EXERCISE AIM.
Please copy each line of the records below that includes the word "list".

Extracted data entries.
>>>>>
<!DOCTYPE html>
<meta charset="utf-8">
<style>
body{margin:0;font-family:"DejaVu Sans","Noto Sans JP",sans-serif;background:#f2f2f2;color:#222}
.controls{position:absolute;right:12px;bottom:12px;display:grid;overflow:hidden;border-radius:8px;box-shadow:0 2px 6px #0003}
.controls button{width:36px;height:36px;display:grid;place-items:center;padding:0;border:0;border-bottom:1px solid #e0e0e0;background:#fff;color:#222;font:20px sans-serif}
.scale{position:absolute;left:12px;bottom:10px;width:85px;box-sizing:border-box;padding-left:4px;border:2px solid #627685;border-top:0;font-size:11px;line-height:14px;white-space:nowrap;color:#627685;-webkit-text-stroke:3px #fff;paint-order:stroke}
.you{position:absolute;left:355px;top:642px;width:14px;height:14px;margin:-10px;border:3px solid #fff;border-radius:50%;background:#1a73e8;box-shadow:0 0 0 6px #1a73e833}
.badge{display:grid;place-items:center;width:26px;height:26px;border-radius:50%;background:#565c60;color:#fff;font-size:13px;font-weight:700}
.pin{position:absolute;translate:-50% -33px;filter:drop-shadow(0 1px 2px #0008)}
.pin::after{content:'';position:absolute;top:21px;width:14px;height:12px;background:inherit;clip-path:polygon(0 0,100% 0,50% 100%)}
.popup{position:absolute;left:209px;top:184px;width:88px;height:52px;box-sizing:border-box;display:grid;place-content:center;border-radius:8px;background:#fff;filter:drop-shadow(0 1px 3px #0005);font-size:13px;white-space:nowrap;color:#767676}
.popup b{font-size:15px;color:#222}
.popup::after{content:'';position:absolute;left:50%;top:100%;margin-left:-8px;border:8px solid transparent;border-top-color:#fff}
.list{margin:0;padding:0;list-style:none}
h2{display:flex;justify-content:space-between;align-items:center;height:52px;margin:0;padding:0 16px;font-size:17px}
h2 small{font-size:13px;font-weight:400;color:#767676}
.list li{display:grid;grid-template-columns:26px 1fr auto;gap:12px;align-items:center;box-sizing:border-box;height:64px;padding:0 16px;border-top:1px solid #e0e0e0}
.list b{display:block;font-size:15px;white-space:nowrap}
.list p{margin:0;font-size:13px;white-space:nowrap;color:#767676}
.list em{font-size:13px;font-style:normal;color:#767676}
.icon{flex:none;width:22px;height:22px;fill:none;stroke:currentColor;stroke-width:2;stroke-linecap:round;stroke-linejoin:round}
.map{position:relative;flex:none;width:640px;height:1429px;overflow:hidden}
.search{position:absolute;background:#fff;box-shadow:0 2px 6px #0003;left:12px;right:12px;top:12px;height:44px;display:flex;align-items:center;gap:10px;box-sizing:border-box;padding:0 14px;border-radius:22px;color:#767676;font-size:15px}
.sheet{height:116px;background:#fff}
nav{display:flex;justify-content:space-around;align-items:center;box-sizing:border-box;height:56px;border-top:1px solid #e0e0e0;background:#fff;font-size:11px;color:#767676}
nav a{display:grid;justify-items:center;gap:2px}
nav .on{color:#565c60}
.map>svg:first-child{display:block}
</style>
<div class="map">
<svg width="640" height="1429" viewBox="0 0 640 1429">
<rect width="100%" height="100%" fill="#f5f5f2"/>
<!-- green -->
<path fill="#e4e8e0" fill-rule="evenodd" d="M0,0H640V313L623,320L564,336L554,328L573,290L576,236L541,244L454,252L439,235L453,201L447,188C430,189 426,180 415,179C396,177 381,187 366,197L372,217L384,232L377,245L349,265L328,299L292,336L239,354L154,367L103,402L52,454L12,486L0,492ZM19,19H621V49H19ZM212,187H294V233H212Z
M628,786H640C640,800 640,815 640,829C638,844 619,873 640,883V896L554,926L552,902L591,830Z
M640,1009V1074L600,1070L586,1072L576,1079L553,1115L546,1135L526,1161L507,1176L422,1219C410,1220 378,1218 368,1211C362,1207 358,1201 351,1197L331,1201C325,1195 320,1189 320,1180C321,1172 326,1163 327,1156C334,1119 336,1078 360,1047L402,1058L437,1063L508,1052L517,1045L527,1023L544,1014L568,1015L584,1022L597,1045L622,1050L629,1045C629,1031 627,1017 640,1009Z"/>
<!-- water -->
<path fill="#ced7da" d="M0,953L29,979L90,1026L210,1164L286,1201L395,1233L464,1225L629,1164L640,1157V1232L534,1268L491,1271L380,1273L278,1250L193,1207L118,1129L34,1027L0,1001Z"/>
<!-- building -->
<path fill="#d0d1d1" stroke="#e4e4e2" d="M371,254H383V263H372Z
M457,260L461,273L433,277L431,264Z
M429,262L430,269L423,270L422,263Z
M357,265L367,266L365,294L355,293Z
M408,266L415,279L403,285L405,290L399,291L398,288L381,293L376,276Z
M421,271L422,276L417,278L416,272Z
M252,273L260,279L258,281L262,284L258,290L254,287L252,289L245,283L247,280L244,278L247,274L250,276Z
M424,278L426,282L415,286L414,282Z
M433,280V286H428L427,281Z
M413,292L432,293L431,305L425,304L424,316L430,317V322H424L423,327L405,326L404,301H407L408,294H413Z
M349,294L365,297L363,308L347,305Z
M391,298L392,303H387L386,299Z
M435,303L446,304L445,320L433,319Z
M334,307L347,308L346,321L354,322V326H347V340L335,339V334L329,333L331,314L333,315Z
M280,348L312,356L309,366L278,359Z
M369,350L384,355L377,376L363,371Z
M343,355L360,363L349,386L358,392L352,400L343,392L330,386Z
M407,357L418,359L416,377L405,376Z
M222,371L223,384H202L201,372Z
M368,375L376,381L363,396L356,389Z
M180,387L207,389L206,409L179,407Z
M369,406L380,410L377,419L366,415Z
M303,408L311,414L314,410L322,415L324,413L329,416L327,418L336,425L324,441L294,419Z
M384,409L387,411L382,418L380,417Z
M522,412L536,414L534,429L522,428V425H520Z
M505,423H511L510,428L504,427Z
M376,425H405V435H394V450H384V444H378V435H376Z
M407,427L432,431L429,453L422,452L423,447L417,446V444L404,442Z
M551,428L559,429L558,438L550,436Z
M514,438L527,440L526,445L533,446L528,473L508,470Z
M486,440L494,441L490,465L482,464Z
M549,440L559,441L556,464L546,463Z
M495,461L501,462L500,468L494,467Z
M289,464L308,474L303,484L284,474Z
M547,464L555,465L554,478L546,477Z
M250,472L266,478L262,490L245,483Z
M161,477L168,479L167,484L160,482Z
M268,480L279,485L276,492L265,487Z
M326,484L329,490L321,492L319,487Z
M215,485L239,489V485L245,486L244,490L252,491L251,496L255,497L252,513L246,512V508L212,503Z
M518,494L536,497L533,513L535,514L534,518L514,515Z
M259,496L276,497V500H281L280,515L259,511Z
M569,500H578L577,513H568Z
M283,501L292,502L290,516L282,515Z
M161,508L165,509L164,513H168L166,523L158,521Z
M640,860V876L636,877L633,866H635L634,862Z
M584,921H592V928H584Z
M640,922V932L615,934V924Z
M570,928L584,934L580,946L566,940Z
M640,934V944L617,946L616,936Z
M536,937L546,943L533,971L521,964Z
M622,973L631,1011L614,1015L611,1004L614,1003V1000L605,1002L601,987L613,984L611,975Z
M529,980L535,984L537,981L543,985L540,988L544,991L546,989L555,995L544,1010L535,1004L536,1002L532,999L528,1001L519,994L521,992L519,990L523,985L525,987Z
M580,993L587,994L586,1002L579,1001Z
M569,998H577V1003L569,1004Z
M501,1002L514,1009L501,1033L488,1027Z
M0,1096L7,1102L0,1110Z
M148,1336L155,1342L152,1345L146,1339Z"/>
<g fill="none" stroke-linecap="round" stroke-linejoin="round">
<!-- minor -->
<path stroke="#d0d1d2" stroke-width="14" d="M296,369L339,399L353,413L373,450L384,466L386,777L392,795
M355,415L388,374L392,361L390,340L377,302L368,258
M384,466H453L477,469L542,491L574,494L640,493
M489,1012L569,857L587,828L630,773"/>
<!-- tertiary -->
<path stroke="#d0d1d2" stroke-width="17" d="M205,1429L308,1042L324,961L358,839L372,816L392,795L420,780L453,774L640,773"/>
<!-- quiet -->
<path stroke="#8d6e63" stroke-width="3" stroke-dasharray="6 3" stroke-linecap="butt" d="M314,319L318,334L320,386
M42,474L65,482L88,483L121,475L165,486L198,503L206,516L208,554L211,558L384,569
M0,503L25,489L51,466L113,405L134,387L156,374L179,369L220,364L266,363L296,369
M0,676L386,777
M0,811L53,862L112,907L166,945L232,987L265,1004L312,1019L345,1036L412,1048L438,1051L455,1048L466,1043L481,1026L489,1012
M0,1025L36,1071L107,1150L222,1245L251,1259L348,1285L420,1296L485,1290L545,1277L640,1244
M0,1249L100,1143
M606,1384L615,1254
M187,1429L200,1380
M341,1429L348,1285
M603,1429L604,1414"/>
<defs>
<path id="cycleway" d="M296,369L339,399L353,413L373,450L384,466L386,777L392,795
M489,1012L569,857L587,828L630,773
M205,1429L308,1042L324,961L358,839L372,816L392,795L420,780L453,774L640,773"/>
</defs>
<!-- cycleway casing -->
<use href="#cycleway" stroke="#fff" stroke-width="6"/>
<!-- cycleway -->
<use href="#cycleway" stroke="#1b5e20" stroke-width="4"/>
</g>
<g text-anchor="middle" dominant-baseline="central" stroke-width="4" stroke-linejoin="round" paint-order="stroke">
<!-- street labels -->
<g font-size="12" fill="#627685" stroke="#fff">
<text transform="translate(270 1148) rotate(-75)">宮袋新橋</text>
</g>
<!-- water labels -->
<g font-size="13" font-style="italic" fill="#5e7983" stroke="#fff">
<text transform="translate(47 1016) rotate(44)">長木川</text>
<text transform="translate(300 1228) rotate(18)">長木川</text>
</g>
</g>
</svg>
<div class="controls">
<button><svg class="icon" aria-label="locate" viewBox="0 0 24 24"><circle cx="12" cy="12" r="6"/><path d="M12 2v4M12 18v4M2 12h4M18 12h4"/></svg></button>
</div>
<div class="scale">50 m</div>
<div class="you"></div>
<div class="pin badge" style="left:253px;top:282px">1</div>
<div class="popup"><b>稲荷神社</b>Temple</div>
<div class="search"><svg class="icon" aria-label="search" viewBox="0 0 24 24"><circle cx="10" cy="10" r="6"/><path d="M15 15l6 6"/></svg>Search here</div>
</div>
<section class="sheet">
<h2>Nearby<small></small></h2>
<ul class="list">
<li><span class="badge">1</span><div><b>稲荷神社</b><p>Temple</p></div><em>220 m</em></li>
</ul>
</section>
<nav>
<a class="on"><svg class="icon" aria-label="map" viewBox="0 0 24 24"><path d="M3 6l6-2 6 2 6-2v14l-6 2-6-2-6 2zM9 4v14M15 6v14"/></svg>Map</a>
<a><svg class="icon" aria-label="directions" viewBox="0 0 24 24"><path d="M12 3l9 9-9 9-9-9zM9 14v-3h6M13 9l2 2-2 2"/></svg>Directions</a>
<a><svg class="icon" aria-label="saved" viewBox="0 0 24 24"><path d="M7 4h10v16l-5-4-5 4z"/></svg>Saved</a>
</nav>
<<<<<
TASK OUTPUT.
.list{margin:0;padding:0;list-style:none}
.list li{display:grid;grid-template-columns:26px 1fr auto;gap:12px;align-items:center;box-sizing:border-box;height:64px;padding:0 16px;border-top:1px solid #e0e0e0}
.list b{display:block;font-size:15px;white-space:nowrap}
.list p{margin:0;font-size:13px;white-space:nowrap;color:#767676}
.list em{font-size:13px;font-style:normal;color:#767676}
<ul class="list">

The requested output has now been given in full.